The input Block Start

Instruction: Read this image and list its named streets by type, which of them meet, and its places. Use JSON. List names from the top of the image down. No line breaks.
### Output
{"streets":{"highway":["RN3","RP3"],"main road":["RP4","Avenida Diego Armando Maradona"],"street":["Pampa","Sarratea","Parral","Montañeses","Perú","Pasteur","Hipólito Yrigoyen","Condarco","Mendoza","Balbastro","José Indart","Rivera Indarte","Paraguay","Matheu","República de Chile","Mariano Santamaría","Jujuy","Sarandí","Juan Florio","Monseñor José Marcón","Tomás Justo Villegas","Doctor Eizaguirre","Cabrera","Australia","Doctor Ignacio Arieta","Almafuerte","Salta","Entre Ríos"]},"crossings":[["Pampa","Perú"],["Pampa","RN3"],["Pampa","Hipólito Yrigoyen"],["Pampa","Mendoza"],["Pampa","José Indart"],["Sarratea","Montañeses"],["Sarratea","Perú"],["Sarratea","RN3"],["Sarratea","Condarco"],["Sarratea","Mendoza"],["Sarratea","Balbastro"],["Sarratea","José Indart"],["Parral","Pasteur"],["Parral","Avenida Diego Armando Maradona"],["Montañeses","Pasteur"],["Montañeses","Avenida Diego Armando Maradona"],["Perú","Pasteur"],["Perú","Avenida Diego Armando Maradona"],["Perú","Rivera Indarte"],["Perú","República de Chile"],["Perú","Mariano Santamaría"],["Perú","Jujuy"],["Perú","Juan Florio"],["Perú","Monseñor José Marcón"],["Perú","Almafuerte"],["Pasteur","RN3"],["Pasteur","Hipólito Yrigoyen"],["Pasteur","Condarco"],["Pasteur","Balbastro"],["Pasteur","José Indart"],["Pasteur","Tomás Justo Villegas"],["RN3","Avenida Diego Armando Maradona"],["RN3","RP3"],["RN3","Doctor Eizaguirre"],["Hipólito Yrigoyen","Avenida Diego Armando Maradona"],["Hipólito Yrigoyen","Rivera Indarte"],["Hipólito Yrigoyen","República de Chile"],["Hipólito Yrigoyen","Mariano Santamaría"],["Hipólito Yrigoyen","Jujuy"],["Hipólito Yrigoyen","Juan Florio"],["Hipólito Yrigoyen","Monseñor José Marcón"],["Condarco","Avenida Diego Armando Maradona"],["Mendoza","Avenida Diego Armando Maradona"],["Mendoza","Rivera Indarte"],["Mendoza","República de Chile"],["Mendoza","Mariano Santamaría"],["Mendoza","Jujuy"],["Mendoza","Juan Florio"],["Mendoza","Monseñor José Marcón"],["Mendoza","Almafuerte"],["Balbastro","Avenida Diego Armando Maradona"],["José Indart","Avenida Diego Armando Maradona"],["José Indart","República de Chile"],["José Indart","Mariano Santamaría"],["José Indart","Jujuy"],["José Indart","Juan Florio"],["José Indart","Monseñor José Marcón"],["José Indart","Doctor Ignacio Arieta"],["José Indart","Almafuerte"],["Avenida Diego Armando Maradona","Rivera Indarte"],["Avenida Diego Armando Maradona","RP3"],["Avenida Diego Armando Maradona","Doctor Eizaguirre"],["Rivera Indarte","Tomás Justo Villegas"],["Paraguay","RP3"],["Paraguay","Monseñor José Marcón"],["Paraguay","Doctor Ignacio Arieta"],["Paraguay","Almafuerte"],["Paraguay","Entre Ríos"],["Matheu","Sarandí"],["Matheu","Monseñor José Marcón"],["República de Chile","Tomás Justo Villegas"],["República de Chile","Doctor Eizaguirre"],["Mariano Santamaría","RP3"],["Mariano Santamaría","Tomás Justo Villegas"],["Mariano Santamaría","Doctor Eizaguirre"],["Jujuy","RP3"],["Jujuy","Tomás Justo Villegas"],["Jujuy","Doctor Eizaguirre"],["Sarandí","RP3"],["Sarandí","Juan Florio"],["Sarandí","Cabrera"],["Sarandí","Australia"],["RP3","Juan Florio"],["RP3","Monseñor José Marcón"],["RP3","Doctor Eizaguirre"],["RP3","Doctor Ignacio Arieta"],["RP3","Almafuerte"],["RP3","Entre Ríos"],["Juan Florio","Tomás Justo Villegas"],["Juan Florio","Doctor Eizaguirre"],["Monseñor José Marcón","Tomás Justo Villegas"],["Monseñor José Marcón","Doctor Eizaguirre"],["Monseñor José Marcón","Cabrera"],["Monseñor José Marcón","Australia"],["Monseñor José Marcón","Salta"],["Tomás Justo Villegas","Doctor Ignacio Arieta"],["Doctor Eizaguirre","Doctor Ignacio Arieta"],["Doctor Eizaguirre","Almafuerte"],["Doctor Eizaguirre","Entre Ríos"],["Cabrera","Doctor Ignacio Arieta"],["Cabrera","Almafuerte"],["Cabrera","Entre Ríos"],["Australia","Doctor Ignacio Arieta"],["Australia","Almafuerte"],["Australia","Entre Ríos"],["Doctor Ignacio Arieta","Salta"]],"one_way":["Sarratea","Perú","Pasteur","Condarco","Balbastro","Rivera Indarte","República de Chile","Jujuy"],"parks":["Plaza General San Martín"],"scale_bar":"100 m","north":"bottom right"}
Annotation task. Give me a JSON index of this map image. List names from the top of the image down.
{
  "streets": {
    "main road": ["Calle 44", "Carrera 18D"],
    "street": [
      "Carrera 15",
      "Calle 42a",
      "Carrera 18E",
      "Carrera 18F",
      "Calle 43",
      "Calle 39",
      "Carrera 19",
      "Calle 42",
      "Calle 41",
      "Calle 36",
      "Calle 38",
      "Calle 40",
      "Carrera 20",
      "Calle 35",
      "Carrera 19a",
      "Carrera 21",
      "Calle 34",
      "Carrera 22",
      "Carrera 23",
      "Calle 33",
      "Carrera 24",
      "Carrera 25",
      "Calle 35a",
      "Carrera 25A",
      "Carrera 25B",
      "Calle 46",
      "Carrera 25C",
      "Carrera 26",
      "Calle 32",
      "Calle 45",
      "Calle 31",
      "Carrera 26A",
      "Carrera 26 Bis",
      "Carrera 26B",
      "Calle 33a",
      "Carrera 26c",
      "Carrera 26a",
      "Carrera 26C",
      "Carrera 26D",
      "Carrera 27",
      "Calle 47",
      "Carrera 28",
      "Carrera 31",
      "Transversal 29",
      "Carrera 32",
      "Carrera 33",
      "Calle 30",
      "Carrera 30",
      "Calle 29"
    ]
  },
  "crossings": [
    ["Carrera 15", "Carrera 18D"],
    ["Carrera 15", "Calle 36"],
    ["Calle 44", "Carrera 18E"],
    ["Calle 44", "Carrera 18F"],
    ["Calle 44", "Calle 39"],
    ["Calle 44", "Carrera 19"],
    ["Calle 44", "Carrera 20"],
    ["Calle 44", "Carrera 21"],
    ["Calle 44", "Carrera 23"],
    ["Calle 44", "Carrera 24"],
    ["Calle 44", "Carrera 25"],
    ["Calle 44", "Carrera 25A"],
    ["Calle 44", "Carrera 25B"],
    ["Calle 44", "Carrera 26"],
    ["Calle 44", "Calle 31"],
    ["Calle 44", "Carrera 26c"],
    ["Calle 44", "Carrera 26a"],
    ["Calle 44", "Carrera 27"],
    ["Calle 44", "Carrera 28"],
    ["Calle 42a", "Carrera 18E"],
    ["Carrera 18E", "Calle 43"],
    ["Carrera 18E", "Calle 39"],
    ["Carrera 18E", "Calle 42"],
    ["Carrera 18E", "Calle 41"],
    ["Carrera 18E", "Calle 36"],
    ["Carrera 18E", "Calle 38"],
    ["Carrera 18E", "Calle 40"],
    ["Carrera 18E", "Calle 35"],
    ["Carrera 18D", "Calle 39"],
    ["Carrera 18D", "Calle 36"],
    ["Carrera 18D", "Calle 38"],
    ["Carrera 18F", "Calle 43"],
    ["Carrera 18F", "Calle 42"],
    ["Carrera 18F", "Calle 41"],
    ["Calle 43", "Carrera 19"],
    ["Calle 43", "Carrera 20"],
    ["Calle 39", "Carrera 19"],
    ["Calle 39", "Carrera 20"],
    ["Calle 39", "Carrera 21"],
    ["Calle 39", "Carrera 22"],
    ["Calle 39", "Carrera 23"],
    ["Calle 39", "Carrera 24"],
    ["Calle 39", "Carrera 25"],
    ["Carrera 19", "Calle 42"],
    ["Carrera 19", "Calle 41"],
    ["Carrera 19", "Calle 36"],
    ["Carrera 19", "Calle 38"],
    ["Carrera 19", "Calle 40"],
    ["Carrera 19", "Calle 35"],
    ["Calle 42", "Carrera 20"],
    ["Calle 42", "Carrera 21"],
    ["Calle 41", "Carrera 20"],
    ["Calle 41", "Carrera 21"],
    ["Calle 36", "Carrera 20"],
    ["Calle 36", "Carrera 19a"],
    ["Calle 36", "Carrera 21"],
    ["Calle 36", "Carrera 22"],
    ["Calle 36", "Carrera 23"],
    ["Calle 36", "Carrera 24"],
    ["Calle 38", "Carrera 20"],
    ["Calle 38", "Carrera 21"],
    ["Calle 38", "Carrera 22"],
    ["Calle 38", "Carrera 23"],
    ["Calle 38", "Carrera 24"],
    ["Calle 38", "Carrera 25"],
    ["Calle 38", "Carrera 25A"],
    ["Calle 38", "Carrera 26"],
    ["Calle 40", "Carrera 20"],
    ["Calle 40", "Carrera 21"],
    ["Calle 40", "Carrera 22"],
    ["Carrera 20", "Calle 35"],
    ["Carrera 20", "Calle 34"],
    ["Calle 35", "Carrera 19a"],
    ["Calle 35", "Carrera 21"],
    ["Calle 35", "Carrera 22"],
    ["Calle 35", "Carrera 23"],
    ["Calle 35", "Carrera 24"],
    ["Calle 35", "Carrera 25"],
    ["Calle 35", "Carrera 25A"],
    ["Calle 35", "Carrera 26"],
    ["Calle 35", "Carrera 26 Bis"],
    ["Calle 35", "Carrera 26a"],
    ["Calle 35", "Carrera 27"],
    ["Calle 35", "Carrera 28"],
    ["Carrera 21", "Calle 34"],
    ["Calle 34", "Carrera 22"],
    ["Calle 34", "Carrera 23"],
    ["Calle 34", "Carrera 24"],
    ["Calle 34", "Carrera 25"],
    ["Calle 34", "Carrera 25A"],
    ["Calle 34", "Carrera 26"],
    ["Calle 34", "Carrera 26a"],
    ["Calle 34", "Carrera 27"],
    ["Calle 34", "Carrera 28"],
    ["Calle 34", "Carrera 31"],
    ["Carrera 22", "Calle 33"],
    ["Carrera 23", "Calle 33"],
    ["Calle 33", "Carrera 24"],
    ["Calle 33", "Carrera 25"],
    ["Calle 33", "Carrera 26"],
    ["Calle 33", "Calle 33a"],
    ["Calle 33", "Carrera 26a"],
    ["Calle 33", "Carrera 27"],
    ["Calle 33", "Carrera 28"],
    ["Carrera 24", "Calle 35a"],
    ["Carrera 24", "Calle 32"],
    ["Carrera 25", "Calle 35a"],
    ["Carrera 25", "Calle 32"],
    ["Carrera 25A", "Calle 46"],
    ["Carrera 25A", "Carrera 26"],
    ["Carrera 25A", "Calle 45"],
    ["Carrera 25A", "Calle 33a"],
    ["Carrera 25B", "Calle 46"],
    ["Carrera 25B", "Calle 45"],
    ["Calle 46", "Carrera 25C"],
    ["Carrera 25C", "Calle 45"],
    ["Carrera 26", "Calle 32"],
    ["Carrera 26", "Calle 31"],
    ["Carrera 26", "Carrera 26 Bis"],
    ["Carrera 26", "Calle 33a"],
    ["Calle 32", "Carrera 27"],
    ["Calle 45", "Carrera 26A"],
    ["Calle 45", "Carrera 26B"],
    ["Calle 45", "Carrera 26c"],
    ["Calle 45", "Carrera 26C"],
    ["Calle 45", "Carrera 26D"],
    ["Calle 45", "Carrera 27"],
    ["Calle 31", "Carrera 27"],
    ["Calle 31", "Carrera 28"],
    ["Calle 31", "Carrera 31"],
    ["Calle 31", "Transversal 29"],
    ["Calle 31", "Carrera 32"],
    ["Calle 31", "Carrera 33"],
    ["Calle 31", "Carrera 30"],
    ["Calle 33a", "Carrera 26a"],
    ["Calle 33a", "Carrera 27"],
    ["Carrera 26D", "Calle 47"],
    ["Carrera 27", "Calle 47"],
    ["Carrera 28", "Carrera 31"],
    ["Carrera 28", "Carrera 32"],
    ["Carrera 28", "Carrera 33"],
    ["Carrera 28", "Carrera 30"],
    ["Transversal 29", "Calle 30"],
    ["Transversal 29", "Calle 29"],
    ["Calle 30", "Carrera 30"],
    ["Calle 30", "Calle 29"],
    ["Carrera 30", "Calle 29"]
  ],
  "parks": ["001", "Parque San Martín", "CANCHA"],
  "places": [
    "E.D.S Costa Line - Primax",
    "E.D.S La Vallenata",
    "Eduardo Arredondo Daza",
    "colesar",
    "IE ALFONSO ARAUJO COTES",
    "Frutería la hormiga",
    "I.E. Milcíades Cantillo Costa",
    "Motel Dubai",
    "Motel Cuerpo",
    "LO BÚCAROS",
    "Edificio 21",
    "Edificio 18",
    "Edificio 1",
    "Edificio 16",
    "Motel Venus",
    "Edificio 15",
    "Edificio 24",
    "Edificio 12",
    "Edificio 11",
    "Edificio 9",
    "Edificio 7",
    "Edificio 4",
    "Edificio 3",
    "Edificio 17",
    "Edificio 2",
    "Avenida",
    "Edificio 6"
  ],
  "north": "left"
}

The input Block End

* [Aim of the exercise]
Wherever the string "Motel" is found in the entries, copy the line it sits in.

* [Solution for this task]
    "Motel Dubai",
    "Motel Cuerpo",
    "Motel Venus",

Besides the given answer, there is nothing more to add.